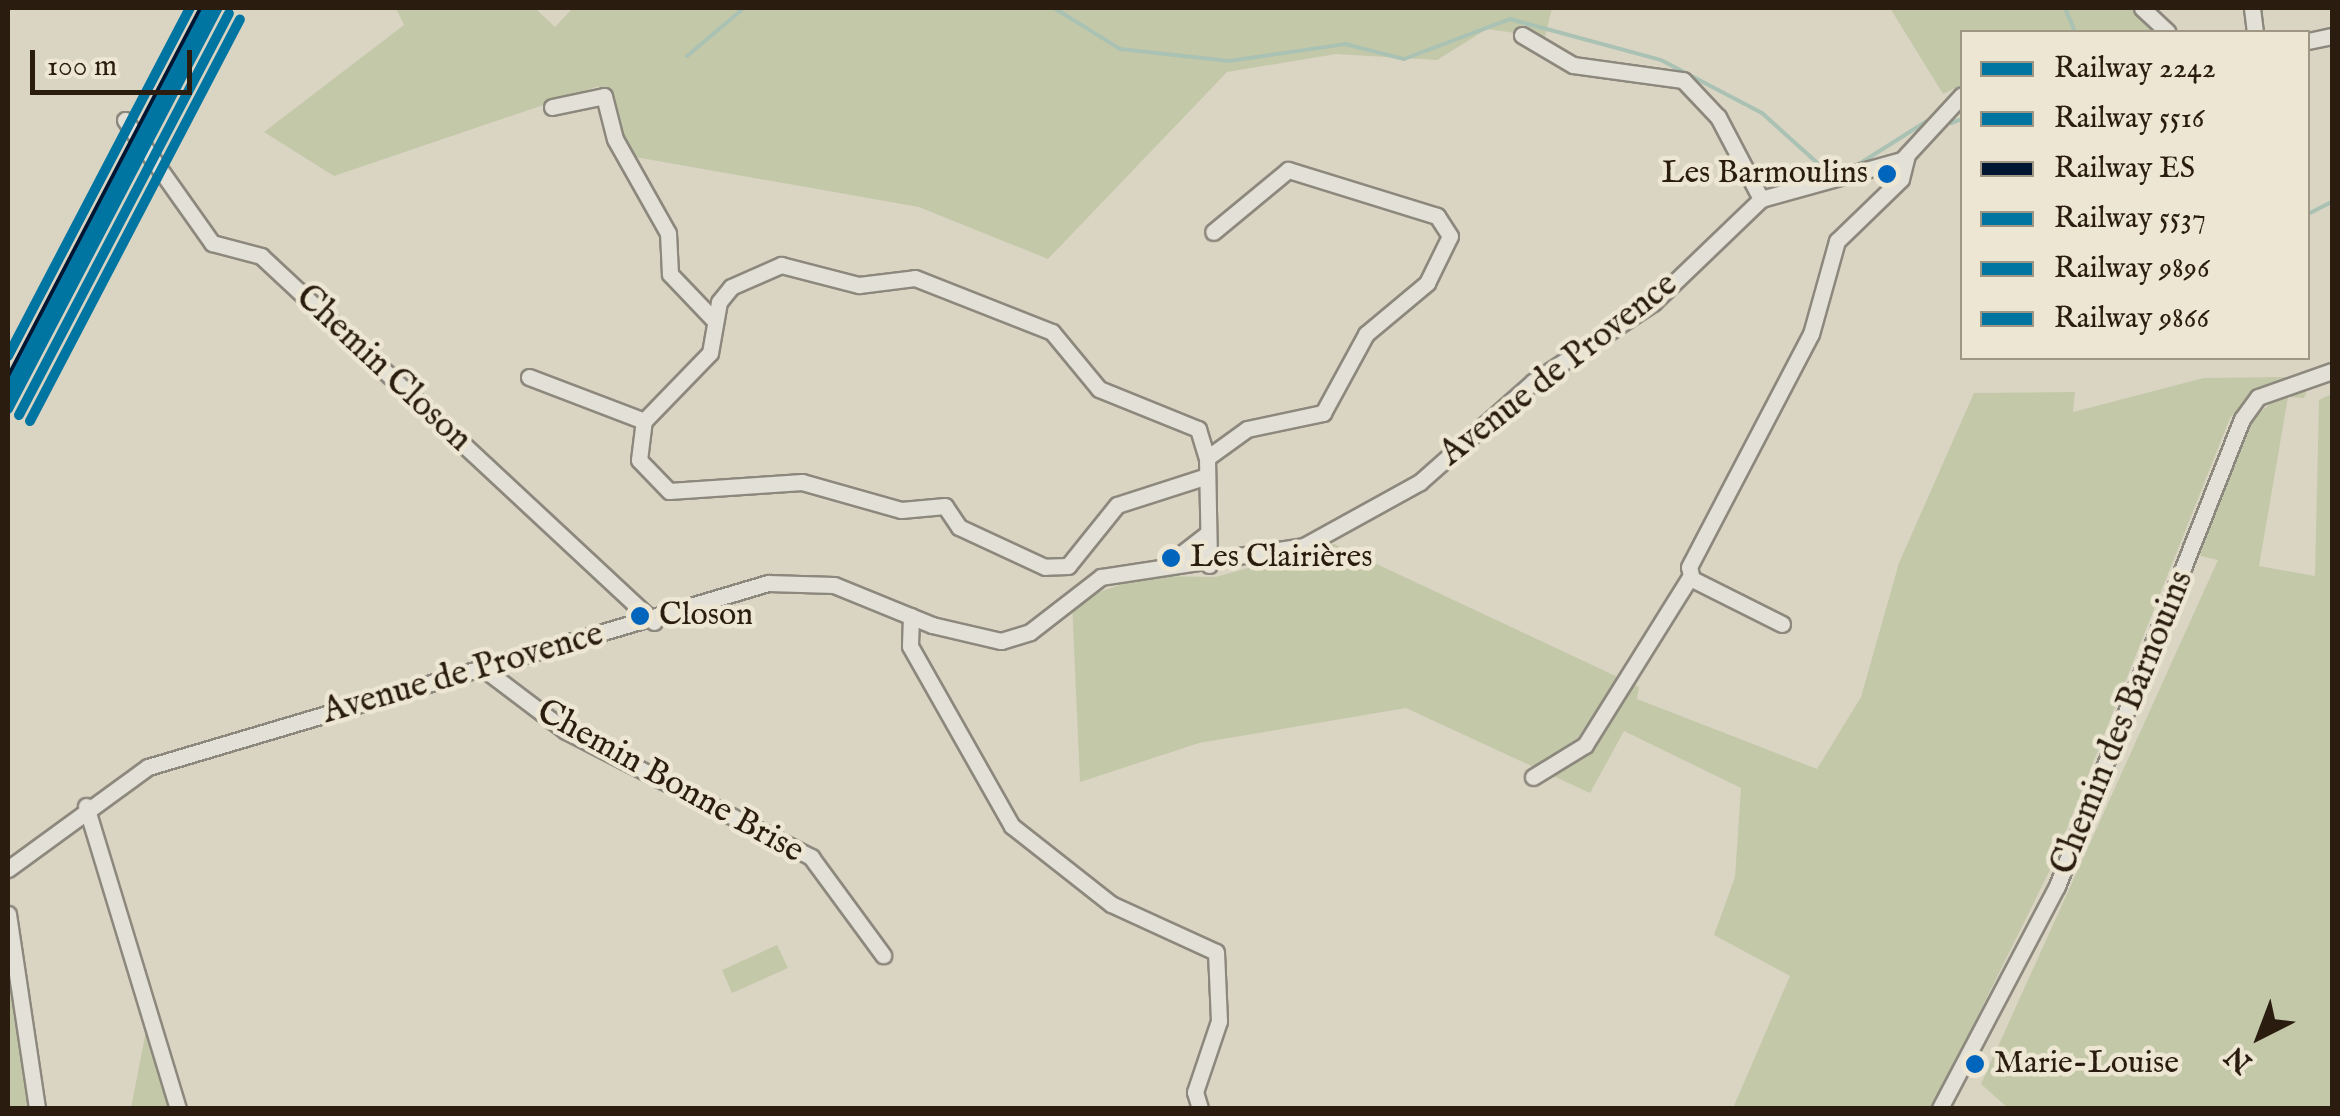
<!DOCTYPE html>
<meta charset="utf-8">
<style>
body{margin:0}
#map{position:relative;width:2340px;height:1116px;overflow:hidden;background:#dad4c3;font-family:"IM FELL English",serif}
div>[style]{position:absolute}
.green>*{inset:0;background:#c3c8a8}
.stream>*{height:4px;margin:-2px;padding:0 2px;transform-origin:2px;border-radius:2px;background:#aac2b3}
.roads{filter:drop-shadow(2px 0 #8d887d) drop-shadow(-2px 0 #8d887d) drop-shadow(0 2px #8d887d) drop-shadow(0 -2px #8d887d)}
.minor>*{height:15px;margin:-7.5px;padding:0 7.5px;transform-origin:7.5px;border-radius:7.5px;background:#e2e0d7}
.rail-1>*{height:10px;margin:-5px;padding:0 5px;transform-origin:5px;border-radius:5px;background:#0075a1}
.rail-2>*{height:10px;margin:-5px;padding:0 5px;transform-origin:5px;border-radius:5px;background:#0075a1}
.rail-3>*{height:10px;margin:-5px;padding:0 5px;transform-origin:5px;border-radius:5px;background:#011633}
.rail-4>*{height:10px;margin:-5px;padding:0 5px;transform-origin:5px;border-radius:5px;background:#0075a1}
.rail-5>*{height:10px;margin:-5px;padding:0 5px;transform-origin:5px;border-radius:5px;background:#0075a1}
.rail-6>*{height:10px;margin:-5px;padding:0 5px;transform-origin:5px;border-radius:5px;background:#0075a1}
.dots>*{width:28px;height:28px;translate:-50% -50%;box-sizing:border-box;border:5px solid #ede6d2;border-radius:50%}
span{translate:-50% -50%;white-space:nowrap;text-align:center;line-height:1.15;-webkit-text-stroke:9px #ede6d2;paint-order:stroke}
.bus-label{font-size:32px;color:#2a1d0f}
.right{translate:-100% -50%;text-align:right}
.left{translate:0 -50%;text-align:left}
.street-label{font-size:35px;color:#2a1d0f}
.frame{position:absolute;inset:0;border:10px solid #2a1d0f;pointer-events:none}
.legend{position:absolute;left:1960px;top:30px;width:350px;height:330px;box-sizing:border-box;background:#ede6d2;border:2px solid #9f9684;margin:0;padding:12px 18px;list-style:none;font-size:30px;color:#2a1d0f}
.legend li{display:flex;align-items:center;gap:20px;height:50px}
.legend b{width:50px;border:2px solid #9f9684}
.north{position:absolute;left:2210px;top:986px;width:100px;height:100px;-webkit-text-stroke:8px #ede6d2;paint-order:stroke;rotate:222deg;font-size:28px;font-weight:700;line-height:40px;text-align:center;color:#2a1d0f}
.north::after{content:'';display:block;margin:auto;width:35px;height:45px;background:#2a1d0f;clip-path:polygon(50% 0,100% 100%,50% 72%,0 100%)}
.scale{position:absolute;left:30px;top:50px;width:162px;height:45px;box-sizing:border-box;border:5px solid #2a1d0f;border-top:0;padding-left:12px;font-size:30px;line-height:35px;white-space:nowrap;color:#2a1d0f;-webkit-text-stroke:8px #ede6d2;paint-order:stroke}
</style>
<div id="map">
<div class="green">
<i style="clip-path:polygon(396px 8px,535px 8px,555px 27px,573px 8px,1552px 8px,1545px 37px,1487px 29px,1437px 60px,1336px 54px,1227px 72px,1048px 259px,919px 207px,618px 154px,599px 86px,334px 176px,264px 132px,404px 25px)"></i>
<i style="clip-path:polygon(1890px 8px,2137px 8px,2162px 32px,1962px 32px,1962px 85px,1943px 94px)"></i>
<i style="clip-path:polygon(2292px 377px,2256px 391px,2230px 418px,2052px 866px,1932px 1108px,1733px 1108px,1790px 976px,1714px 935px,1735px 877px,1741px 788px,1624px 731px,1590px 793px,1406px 708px,1199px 743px,1080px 782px,1072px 601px,1147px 576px,1216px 577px,1334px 544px,1639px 687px,1637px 699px,1817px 769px,1861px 697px,1899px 563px,1974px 393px,2075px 392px,2073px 412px,2204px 378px)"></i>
<i style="clip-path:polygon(2310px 382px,2304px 398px,2288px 397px,2259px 566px,2315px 576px,2319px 400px,2332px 394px,2332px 1108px,2008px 1108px,1981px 1084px,2218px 560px,2200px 556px,2243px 429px,2281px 393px)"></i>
<i style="clip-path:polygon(777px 945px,788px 968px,732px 993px,722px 970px)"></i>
<i style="clip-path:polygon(8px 971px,23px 1068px,28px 1108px,8px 1108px)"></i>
<i style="clip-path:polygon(146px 1031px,178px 1108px,131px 1108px)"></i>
</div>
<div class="stream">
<i style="left:1054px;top:8px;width:78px;rotate:31.8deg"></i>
<i style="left:1120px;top:49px;width:110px;rotate:6.3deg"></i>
<i style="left:1229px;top:61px;width:117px;rotate:-8.3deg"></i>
<i style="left:1345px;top:44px;width:61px;rotate:14.3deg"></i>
<i style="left:1404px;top:59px;width:113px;rotate:-20.7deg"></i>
<i style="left:1510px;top:19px;width:156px;rotate:15.2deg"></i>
<i style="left:1661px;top:60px;width:114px;rotate:27.7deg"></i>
<i style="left:1762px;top:113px;width:84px;rotate:42.1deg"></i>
<i style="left:1824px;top:169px;width:26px;rotate:-4deg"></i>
<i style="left:2065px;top:8px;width:26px;rotate:67deg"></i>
<i style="left:687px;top:56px;width:75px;rotate:-40.1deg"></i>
<i style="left:1951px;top:123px;width:12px;rotate:-20deg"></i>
<i style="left:1859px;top:164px;width:80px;rotate:-32.3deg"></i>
<i style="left:2308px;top:214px;width:27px;rotate:-27deg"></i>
</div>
<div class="roads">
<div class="minor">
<i style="left:2142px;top:8px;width:35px;rotate:43deg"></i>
<i style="left:2252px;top:8px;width:24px;rotate:83deg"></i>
<i style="left:1522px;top:35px;width:59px;rotate:30.5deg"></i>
<i style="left:1573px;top:65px;width:111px;rotate:7.8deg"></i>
<i style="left:1683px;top:80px;width:51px;rotate:46.6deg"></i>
<i style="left:1718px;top:117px;width:93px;rotate:62.3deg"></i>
<i style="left:2308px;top:41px;width:25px;rotate:-12deg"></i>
<i style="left:552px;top:107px;width:53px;rotate:-11.9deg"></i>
<i style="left:604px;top:96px;width:44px;rotate:75.7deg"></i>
<i style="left:615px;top:139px;width:108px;rotate:60.6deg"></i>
<i style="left:668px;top:233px;width:41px;rotate:87.2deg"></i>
<i style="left:670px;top:274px;width:62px;rotate:46.3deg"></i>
<i style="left:125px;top:120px;width:151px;rotate:54.7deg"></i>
<i style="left:212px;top:243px;width:51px;rotate:14.9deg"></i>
<i style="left:261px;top:256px;width:537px;rotate:42.96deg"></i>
<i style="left:529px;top:377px;width:123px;rotate:20.9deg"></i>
<i style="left:1207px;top:458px;width:49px;rotate:-35.9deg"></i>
<i style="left:1247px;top:429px;width:78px;rotate:-11.9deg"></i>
<i style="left:1323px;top:413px;width:90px;rotate:-61.4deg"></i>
<i style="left:1366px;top:334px;width:80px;rotate:-39.9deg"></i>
<i style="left:1427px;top:283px;width:52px;rotate:-63.9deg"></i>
<i style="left:1450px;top:236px;width:24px;rotate:-123deg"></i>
<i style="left:1437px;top:216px;width:156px;rotate:-162.8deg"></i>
<i style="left:1288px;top:170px;width:97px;rotate:140.4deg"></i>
<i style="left:1204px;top:477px;width:91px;rotate:162.2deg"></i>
<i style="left:1117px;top:505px;width:78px;rotate:128.8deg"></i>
<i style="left:1068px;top:566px;width:23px;rotate:178deg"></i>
<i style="left:1045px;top:567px;width:95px;rotate:-155.1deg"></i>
<i style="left:959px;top:527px;width:25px;rotate:-124deg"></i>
<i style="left:945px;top:506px;width:44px;rotate:174.8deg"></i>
<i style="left:901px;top:510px;width:103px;rotate:-164.2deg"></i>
<i style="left:802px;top:482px;width:133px;rotate:176.1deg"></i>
<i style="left:669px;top:491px;width:43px;rotate:-134.1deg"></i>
<i style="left:639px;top:460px;width:39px;rotate:-83deg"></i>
<i style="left:644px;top:421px;width:95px;rotate:-45.9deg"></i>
<i style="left:710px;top:353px;width:52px;rotate:-80deg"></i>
<i style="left:719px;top:302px;width:19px;rotate:-51deg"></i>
<i style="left:731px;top:287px;width:55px;rotate:-23.7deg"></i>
<i style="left:781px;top:265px;width:81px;rotate:14.4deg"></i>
<i style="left:859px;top:285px;width:56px;rotate:-7.1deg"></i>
<i style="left:915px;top:278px;width:147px;rotate:21.5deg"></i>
<i style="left:1052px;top:332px;width:74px;rotate:50.5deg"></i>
<i style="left:1099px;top:389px;width:107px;rotate:22deg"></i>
<i style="left:1198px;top:429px;width:30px;rotate:73deg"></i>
<i style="left:1207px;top:458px;width:107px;rotate:88.9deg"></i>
<i style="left:1167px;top:565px;width:51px;rotate:-37.8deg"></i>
<i style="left:911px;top:616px;width:30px;rotate:92deg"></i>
<i style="left:910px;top:646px;width:207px;rotate:60.5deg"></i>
<i style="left:1012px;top:826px;width:126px;rotate:38.2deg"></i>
<i style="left:1111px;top:904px;width:115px;rotate:24.6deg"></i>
<i style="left:1216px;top:952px;width:69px;rotate:87.5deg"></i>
<i style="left:1219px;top:1021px;width:75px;rotate:108.7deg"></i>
<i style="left:1195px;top:1092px;width:17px;rotate:73deg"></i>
<i style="left:1782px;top:624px;width:101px;rotate:-153.4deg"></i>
<i style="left:1692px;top:579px;width:12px;rotate:-104deg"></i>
<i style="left:1689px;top:567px;width:263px;rotate:-62.4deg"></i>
<i style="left:1811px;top:334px;width:97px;rotate:-74.4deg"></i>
<i style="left:1837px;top:241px;width:89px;rotate:-44.1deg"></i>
<i style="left:1901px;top:179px;width:25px;rotate:-76deg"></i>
<i style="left:480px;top:666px;width:108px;rotate:37.1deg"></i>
<i style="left:566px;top:731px;width:276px;rotate:27.2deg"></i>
<i style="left:811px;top:857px;width:122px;rotate:53.7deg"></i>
<i style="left:1533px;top:777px;width:61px;rotate:-31.6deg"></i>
<i style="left:1585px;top:745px;width:198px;rotate:-58deg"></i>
<i style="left:86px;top:806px;width:316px;rotate:73.1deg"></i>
<i style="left:8px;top:869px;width:173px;rotate:-36.1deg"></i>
<i style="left:148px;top:767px;width:647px;rotate:-16.53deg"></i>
<i style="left:768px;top:583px;width:66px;rotate:1.7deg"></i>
<i style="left:834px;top:585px;width:106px;rotate:22.2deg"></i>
<i style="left:932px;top:625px;width:71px;rotate:13.1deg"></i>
<i style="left:1001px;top:641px;width:30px;rotate:-17deg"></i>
<i style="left:1030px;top:632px;width:90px;rotate:-37.8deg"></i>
<i style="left:1101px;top:577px;width:205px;rotate:-8.7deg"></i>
<i style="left:1304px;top:546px;width:132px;rotate:-28.9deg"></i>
<i style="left:1420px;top:482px;width:151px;rotate:-41.5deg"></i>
<i style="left:1533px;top:382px;width:144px;rotate:-33.4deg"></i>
<i style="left:1653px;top:303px;width:150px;rotate:-43.9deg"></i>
<i style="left:1761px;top:199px;width:146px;rotate:-15.5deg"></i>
<i style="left:1902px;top:160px;width:88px;rotate:-47.3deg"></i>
<i style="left:8px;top:914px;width:196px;rotate:81.5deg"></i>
<i style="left:1940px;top:1108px;width:251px;rotate:-62.2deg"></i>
<i style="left:2057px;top:886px;width:502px;rotate:-68.39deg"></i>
<i style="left:2242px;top:419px;width:27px;rotate:-54deg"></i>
<i style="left:2258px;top:397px;width:78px;rotate:-19.4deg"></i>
</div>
</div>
<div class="rail-1">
<i style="left:8px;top:409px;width:453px;rotate:-62.4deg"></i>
</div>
<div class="rail-2">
<i style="left:19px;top:415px;width:453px;rotate:-62.4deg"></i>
</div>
<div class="rail-3">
<i style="left:8px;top:383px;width:423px;rotate:-62.4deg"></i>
</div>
<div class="rail-4">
<i style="left:8px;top:391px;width:432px;rotate:-62.4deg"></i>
</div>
<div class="rail-5">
<i style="left:30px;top:421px;width:453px;rotate:-62.4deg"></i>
</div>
<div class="rail-6">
<i style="left:8px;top:356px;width:393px;rotate:-62.4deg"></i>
</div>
<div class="dots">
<i style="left:1887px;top:174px;background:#0065bd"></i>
<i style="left:1171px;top:558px;background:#0065bd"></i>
<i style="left:640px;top:616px;background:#0065bd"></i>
<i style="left:1975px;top:1064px;background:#0065bd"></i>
</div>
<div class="bus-label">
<span class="right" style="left:1868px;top:174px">Les Barmoulins</span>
<span class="left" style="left:1190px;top:558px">Les Clairières</span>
<span class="left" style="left:659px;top:616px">Closon</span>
<span class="left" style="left:1994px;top:1064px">Marie-Louise</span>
</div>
<div class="street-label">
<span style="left:383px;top:369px;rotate:43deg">Chemin Closon</span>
<span style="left:1559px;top:370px;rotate:-38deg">Avenue de Provence</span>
<span style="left:463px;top:674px;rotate:-16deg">Avenue de Provence</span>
<span style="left:2123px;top:723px;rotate:-68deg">Chemin des Barnouins</span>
<span style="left:670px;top:782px;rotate:29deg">Chemin Bonne Brise</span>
</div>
<div class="frame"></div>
<ul class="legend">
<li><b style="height:12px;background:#0075a1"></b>Railway 2242</li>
<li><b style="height:12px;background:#0075a1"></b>Railway 5516</li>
<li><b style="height:12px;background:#011633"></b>Railway ES</li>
<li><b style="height:12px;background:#0075a1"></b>Railway 5537</li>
<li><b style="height:12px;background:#0075a1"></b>Railway 9896</li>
<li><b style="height:12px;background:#0075a1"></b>Railway 9866</li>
</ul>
<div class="north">N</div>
<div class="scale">100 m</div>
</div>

* [PROBLEM TO SOLVE] Select every line above that contains the word "stream", and copy it.

* [RESULT FOR THIS EXERCISE]
.stream>*{height:4px;margin:-2px;padding:0 2px;transform-origin:2px;border-radius:2px;background:#aac2b3}
<div class="stream">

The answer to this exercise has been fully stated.